Ada dua macam sel reseptor pada retina, yaitu sel kerucut (sel konus) dan sel batang

(sel basilus). Sel konus berisi pigmen lembayung dan sel batang berisi pigmen ungu.

Kedua macam pigmen akan terurai bila terkena sinar, terutama pigmen ungu yang

terdapat pada sel batang. Oleh karena itu, pigmen pada sel basilus berfungsi untuk

situasi kurang terang, sedangkan pigmen dari sel konus berfungsi lebih pada suasana

terang yaitu untuk membedakan warna, makin ke tengah maka jumlah sel batang makin

berkurang sehingga di daerah bintik kuning hanya ada sel konus saja.

Pigmen ungu yang terdapat pada sel basilus disebut rodopsin, yaitu suatu senyawa

protein dan vitamin A. Apabila terkena sinar, misalnya sinar matahari, maka rodopsin

akan terurai menjadi protein dan vitamin A. Pembentukan kembali pigmen terjadi dalam

Page 4: Indera Penglihat

keadaan gelap. Untuk pembentukan kembali memerlukan waktu yang disebut adaptasi

gelap (disebut juga adaptasi rodopsin). Pada waktu adaptasi, mata sulit untuk melihat.

Pigmen lembayung dari sel konus merupakan senyawa iodopsin yang merupakan

gabungan antara retinin dan opsin. Ada tiga macam sel konus, yaitu sel yang peka

terhadap warna merah, hijau, dan biru. Dengan ketiga macam sel konus tersebut mata

dapat menangkap spektrum warna. Kerusakan salah satu sel konus akan menyebabkan

buta warna.

Jarak terdekat yang dapat dilihat dengan jelas disebut titik dekat (punctum proximum).

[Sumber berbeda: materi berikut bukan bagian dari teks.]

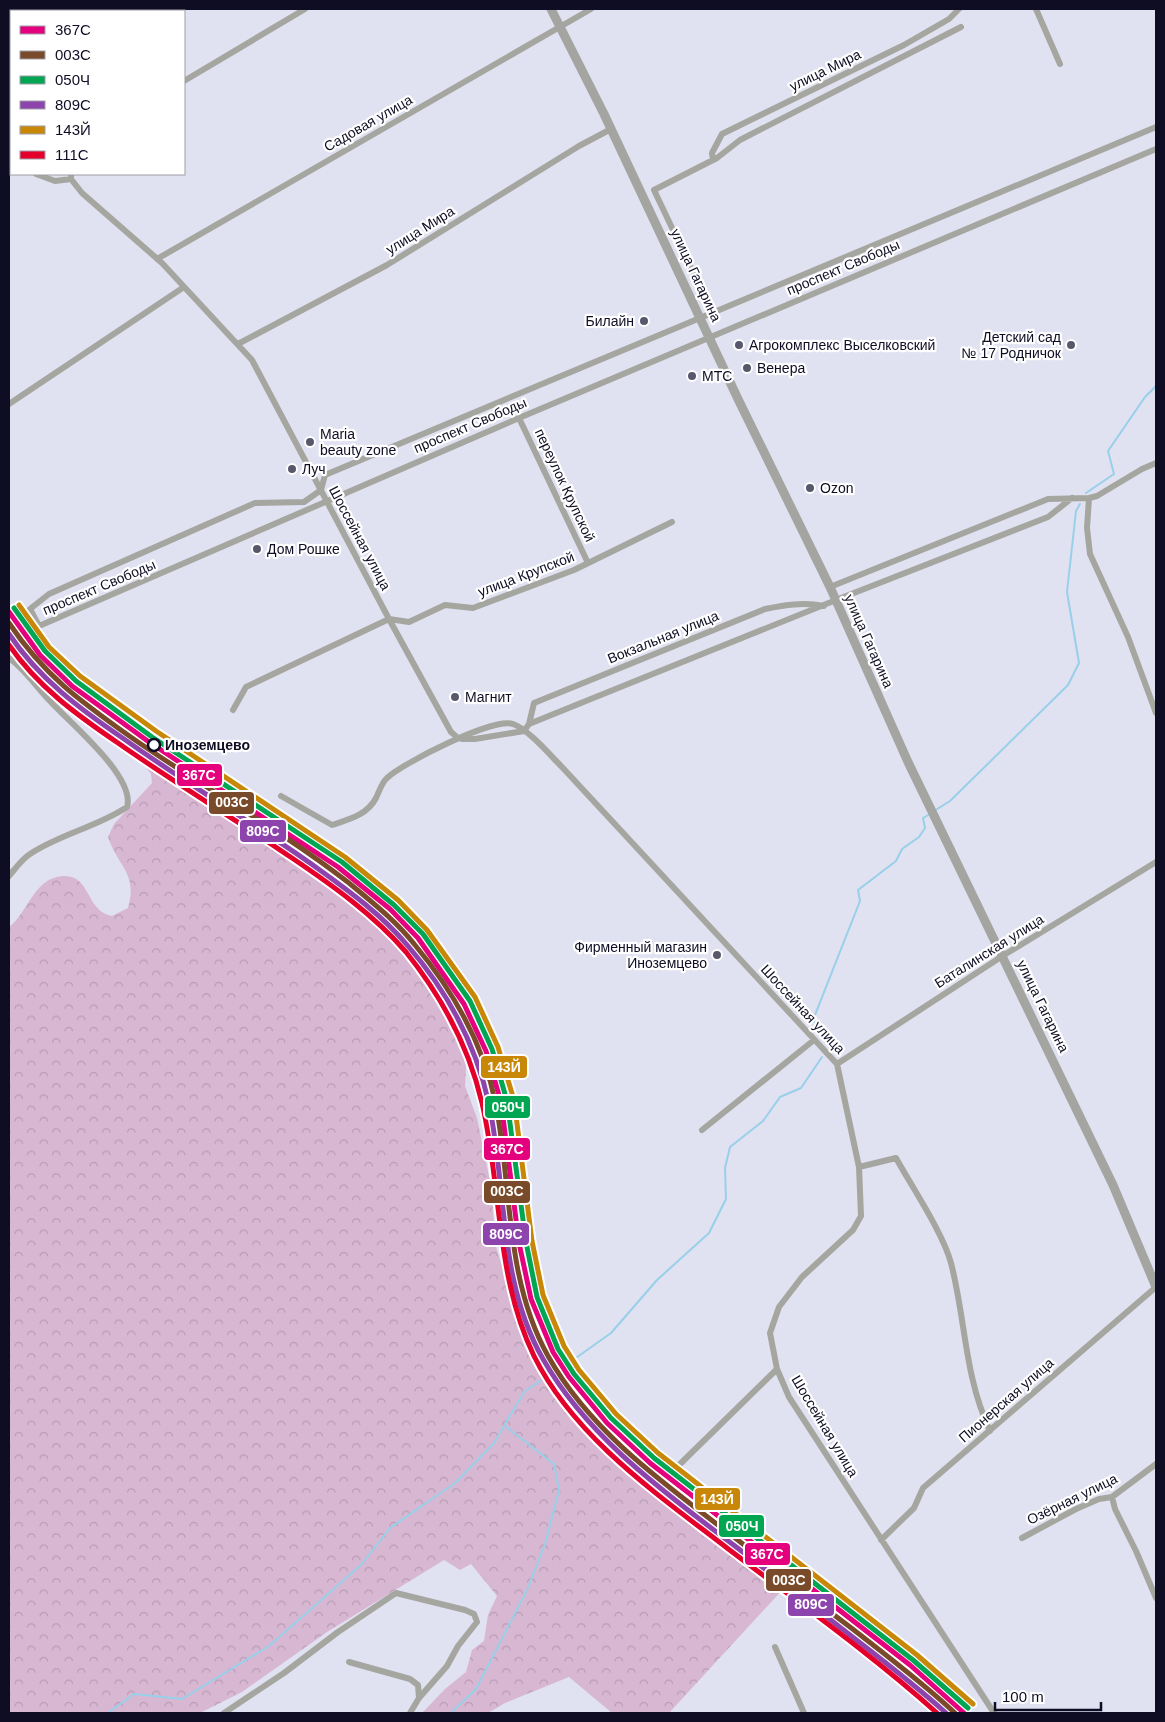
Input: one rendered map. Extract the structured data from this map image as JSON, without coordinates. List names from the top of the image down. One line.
{"streets":{"main road":["улица Гагарина"],"street":["улица Мира","Садовая улица","проспект Свободы","переулок Крупской","Шоссейная улица","улица Крупской","Вокзальная улица","Баталинская улица","Пионерская улица","Озёрная улица"]},"crossings":[["улица Мира","проспект Свободы"],["улица Мира","улица Гагарина"],["улица Мира","Шоссейная улица"],["Садовая улица","улица Гагарина"],["Садовая улица","Шоссейная улица"],["проспект Свободы","улица Гагарина"],["проспект Свободы","переулок Крупской"],["проспект Свободы","Шоссейная улица"],["улица Гагарина","Баталинская улица"],["улица Гагарина","Пионерская улица"],["переулок Крупской","улица Крупской"],["Шоссейная улица","улица Крупской"],["Шоссейная улица","Вокзальная улица"],["Шоссейная улица","Баталинская улица"],["Шоссейная улица","Пионерская улица"]],"places":["Билайн","Агрокомплекс Выселковский","Детский сад № 17 Родничок","Венера","МТС","Maria beauty zone","Луч","Ozon","Дом Рошке","Магнит","Иноземцево","Фирменный магазин Иноземцево"],"lines":["transit line 143Й","transit line 050Ч","transit line 367С","transit line 003С","transit line 809С","transit line 111С"],"legend":["367С","003С","050Ч","809С","143Й","111С"],"scale_bar":"100 m"}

Jarak terjauh saat benda tampak jelas tanpa kontraksi disebut titik jauh (punctum

remotum). Jika kita sangat dekat dengan obyek maka cahaya yang masuk ke mata

tampak seperti kerucut, sedangkan jika kita sangat jauh dari obyek, maka sudut kerucut

cahaya yang masuk sangat kecil sehingga sinar tampak paralel. Lihat Gambar 11.18.

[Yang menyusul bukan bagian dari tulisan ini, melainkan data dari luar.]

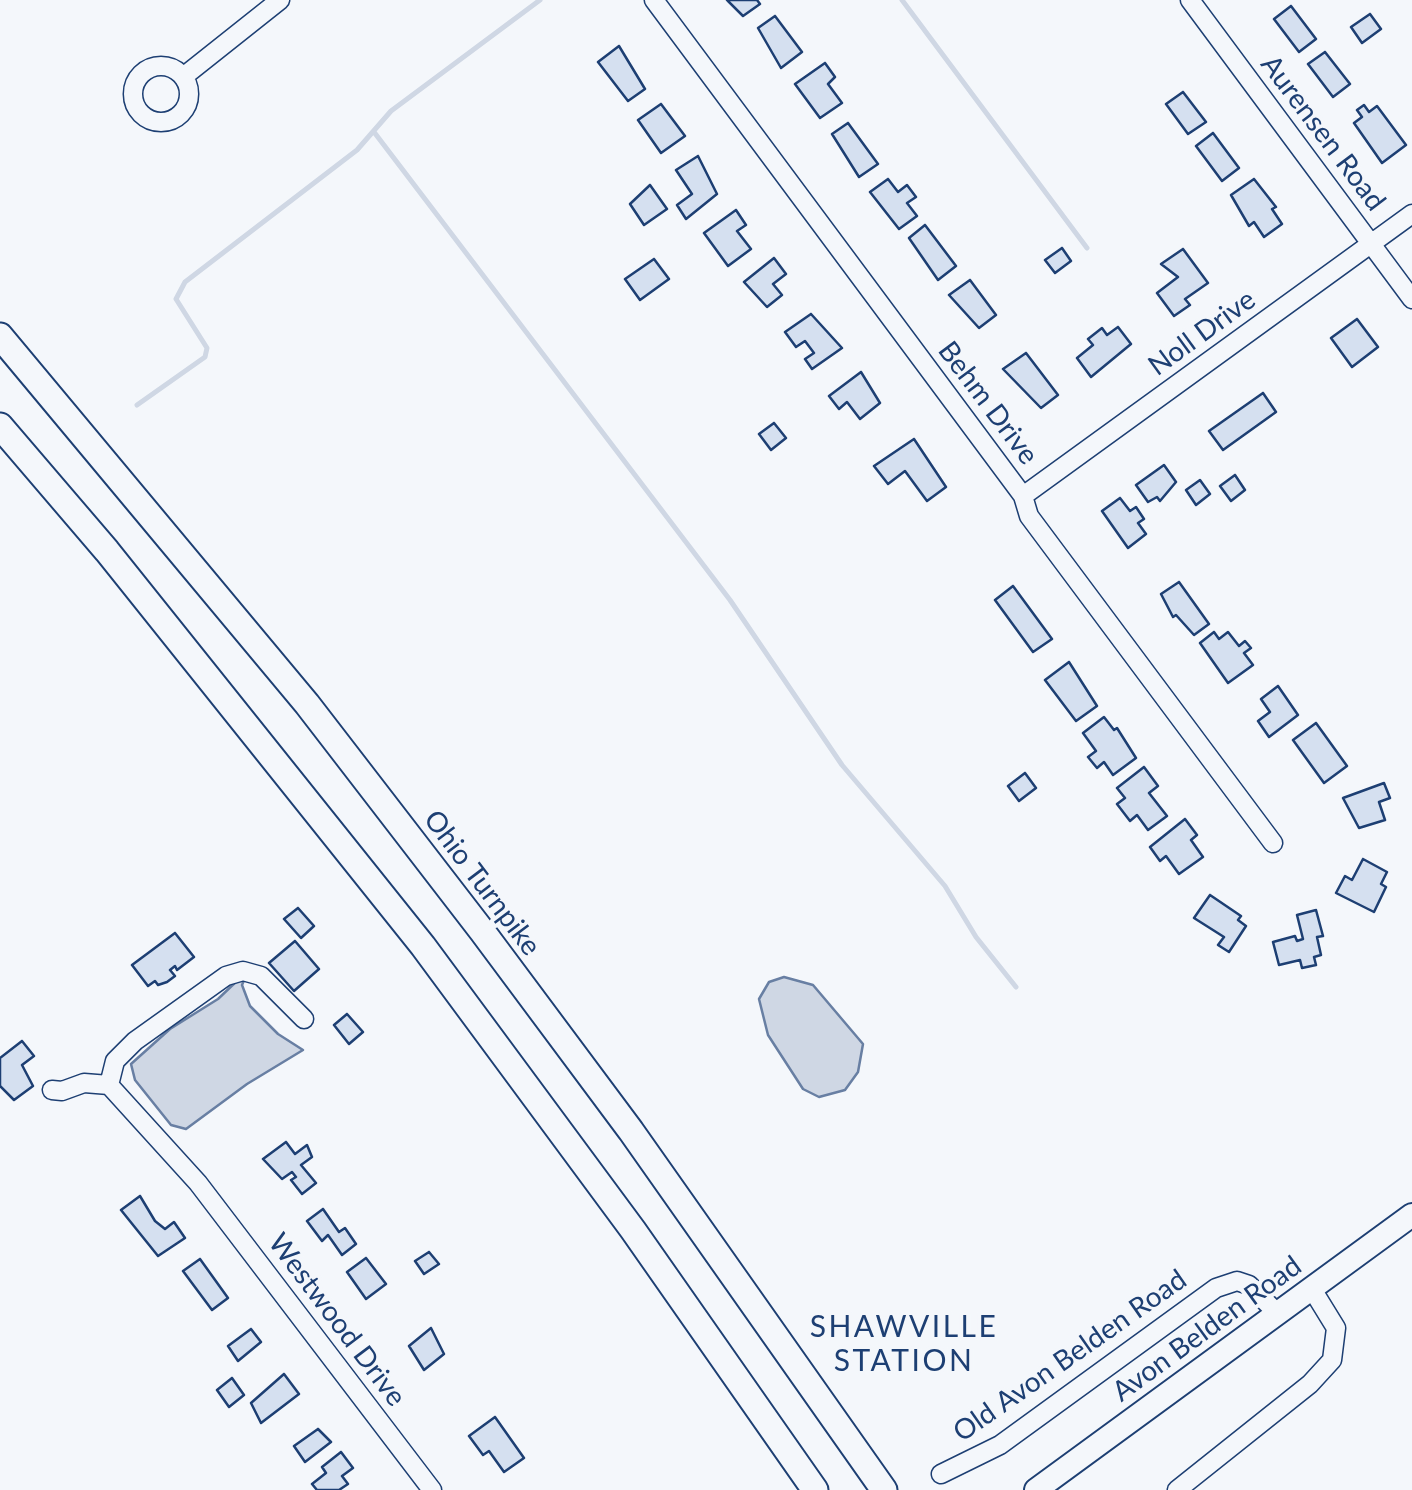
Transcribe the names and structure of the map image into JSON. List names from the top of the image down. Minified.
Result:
{"streets":{"highway":["Ohio Turnpike"],"main road":["Avon Belden Road"],"street":["Aurensen Road","Noll Drive","Behm Drive","Westwood Drive","Old Avon Belden Road"]},"crossings":[["Aurensen Road","Noll Drive"],["Noll Drive","Behm Drive"],["Avon Belden Road","Old Avon Belden Road"]],"districts":["SHAWVILLE STATION"]}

Baik sinar dari obyek yang jauh maupun yang dekat harus direfraksikan (dibiaskan)

untuk menghasilkan titik yang tajam pada retina agar obyek terlihat jelas. Pembiasan

cahaya untuk menghasilkan penglihatan yang jelas disebut pemfokusan.

Cahaya dibiaskan jika melewati konjungtiva kornea. Cahaya dari obyek yang dekat

membutuhkan lebih banyak pembiasan untuk pemfokusan dibandingkan obyek yang

jauh. Mata mamalia mampu mengubah derajat pembiasan dengan cara mengubah

bentuk lensa. Cahaya dari obyek yang jauh difokuskan oleh lensa tipis panjang,

sedangkan cahaya dari obyek yang dekat difokuskan dengan lensa yang tebal dan

pendek. Perubahan bentuk lensa ini akibat kerja otot siliari. Saat melihat dekat, otot

siliari berkontraksi sehingga memendekkan apertura yang mengelilingi lensa. Sebagai

akibatnya lensa menebal dan pendek. Saat melihat jauh, otot siliari relaksasi sehingga

apertura yang mengelilingi lensa membesar dan tegangan ligamen suspensor

bertambah. Sebagai akibatnya ligamen suspensor mendorong lensa sehingga lensa

memanjang dan pipih.Proses pemfokusan obyek pada jarak yang berbeda-berda disebut

daya akomodasi.

Cara kerja mata manusia pada dasarnya sama dengan cara kerja kamera, kecuali cara

mengubah fokus lensa.

4. Kelainan pada Mata

Pada anak-anak, titik dekat mata bisa sangat pendek, kira-kira 9 cm untuk anak umur 11

tahun. Makin tua, jarak titik dekat makin panjang. Sekitar umur 40 tahun – 50 tahun

terjadi perubahan yang menyolok, yaitu titik dekat mata sampai 50 cm, oleh karena itu

Page 5: Indera Penglihat

memerlukan pertolongan kaca mata untuk membaca berupa kaca mata cembung

(positif). Cacat mata seperti ini disebut presbiopi atau mata tua karena proses penuaan.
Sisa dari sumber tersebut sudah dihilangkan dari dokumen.